Monday, February 15, 2016

To Stop and See...

I'm not Catholic; in fact, growing up Baptist, the well-meaning denominational jokes often made me believe that Catholics weren't even Christians. It wasn't till my college days I realized being a Christ-follower didn't exclude you from the Catholic church.
I'm not particularly liturgical: I suppose my nature is too organic to desire the ceremonial observances recited week after week. The repetition often diminishes meaning for me.
I'm not as disciplined as I'd like: Many inspired ideas get muddied in execution. I plan but don't follow through.

Even so, I do appreciate and adore the Lent season. About 10 years ago I learned what it meant to really observe Lent: it wasn't about giving up chocolate or weeping in ashes. It was about setting aside a time (40 days) to be intentionally pursuing the Lord.

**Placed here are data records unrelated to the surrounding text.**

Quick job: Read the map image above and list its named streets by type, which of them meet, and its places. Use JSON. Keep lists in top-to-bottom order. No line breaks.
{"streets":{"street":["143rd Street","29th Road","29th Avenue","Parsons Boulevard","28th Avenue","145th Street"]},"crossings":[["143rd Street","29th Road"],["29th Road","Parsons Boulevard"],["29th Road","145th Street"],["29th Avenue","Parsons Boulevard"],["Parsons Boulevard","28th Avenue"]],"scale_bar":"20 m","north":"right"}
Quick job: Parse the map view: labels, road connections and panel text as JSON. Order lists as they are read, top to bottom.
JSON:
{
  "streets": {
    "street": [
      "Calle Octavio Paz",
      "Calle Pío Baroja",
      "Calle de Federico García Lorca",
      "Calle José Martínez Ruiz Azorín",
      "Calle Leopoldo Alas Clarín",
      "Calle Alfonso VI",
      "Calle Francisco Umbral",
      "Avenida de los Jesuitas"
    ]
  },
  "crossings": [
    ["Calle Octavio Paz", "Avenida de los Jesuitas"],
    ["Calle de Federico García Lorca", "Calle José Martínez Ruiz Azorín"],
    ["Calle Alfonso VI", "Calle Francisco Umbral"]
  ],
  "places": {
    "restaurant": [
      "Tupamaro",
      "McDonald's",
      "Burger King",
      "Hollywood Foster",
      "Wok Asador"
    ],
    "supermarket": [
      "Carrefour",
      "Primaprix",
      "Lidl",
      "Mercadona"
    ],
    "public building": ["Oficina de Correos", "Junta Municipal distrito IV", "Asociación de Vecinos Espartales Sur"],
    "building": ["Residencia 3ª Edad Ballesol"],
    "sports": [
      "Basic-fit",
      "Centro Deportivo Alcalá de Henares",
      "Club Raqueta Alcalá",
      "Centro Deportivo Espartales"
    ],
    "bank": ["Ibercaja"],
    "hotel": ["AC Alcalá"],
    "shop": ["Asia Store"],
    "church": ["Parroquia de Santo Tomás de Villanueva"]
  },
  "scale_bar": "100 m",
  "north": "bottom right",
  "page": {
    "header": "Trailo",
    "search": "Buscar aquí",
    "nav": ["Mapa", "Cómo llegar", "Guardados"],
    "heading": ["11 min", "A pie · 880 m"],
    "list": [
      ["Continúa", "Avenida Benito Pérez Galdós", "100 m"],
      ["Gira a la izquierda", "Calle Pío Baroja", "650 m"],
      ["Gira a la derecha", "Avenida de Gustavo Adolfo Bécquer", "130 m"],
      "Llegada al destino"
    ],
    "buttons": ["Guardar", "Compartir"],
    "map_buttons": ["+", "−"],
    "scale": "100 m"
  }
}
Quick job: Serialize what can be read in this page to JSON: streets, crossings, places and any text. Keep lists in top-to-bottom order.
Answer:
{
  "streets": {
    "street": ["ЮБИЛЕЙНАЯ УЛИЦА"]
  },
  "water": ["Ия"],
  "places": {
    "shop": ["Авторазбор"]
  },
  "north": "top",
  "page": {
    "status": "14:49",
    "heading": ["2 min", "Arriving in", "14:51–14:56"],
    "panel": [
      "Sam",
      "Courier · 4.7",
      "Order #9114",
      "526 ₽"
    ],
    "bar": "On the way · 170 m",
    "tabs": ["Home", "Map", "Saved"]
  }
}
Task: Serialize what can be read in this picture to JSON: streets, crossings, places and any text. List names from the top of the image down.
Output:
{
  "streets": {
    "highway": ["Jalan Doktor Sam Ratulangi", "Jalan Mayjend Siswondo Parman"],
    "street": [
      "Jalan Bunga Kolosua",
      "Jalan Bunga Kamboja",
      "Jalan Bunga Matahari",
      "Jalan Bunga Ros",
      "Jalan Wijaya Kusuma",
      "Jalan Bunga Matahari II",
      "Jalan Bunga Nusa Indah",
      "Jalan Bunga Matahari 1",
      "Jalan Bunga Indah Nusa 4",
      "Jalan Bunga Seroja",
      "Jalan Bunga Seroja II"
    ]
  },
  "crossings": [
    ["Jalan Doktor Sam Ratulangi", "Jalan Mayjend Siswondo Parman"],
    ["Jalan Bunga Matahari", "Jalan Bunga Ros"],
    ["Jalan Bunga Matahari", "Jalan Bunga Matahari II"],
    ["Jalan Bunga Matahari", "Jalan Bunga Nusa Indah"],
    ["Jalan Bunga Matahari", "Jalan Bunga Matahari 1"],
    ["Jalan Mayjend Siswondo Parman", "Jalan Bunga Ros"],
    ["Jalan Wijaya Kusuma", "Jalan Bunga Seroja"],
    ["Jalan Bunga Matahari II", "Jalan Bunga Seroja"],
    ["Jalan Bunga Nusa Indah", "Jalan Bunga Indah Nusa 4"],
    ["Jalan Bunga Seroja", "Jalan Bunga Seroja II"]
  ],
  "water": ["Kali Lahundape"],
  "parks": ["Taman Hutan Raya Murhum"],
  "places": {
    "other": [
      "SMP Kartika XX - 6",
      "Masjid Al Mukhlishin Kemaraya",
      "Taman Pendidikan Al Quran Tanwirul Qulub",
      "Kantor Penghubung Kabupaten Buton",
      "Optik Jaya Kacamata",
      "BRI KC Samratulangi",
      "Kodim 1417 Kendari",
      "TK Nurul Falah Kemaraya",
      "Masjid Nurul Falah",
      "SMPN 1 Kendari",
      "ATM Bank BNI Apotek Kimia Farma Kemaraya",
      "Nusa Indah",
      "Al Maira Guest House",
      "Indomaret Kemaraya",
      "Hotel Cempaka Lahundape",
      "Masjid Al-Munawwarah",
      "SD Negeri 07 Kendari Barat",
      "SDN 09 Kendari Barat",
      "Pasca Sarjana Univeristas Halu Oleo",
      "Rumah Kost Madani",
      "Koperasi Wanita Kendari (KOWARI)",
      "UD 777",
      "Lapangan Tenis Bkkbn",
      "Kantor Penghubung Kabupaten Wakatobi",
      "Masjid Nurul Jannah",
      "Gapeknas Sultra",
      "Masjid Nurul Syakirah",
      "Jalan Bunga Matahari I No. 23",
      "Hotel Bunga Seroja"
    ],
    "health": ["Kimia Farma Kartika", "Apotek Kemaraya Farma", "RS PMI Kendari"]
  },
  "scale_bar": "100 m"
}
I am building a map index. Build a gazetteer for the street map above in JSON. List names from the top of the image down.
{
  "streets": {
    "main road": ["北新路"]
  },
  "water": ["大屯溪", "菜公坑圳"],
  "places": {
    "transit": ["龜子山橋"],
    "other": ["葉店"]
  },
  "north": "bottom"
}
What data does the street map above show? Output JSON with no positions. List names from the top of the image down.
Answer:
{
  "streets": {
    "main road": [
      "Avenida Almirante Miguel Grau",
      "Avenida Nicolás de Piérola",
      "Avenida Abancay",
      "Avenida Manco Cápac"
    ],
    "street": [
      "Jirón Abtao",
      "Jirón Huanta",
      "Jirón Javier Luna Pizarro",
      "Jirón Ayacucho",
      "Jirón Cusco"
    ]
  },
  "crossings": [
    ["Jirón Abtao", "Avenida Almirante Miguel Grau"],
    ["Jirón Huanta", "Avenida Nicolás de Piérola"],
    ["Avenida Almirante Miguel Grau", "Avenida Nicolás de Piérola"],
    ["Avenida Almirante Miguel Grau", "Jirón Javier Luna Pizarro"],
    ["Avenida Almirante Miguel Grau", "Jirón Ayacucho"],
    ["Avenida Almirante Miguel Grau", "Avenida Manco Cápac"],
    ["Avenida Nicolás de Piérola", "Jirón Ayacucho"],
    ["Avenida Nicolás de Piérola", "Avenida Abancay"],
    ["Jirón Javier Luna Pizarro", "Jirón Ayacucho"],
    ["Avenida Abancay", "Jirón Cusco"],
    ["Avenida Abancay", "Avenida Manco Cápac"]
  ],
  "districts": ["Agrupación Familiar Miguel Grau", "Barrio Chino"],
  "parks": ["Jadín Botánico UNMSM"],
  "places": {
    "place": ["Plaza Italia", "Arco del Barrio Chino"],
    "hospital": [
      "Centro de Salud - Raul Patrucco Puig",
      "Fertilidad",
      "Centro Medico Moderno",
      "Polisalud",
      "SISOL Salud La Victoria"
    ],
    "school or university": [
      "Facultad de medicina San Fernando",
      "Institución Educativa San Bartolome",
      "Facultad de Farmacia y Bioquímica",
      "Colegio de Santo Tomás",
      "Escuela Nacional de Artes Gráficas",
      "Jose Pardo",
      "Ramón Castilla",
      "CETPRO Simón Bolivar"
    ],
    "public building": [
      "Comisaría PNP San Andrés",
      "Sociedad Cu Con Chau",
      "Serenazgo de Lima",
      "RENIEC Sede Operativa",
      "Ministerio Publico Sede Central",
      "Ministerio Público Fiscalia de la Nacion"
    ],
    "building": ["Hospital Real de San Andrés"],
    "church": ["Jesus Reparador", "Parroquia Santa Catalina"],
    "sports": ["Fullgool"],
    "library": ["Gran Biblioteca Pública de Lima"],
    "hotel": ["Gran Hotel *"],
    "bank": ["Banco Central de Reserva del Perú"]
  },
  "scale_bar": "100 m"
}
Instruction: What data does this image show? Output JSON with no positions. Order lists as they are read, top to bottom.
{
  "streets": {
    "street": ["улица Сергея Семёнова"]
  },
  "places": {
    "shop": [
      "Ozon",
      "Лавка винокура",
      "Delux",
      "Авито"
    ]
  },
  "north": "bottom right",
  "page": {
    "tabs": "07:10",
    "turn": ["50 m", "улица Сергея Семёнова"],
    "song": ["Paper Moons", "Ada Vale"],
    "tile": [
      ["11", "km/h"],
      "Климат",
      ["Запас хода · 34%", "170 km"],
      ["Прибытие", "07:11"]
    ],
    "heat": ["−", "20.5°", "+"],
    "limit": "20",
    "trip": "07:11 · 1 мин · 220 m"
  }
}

By looking inward (confession and repentance) and looking upward (prayer and hopeful anticipation), I learned to pause long enough to truly see. And Good Friday and Resurrection Sunday started to carry so much more joy and depth to my spirit. 






*To see myself as I am: deficient and broken and prideful (in need of a savior)
*To see my Lord as He is: humble servant of sacrifice, Savior, Coming King,  and...
*To see myself as I am in Him: undeserving but wholly loved, forgiven, and accepted

I must confess, that last one still remains a struggle for me. But, I'm starting to see the Enemy for who he really is: and the real enemy isn't myself.

Yes, I will continue to make mistakes--lots of them--and that's hard for someone who wants to achieve purpose and...yes, maybe a little perfection in those areas of life (wife, mother, daughter, friend, Christian).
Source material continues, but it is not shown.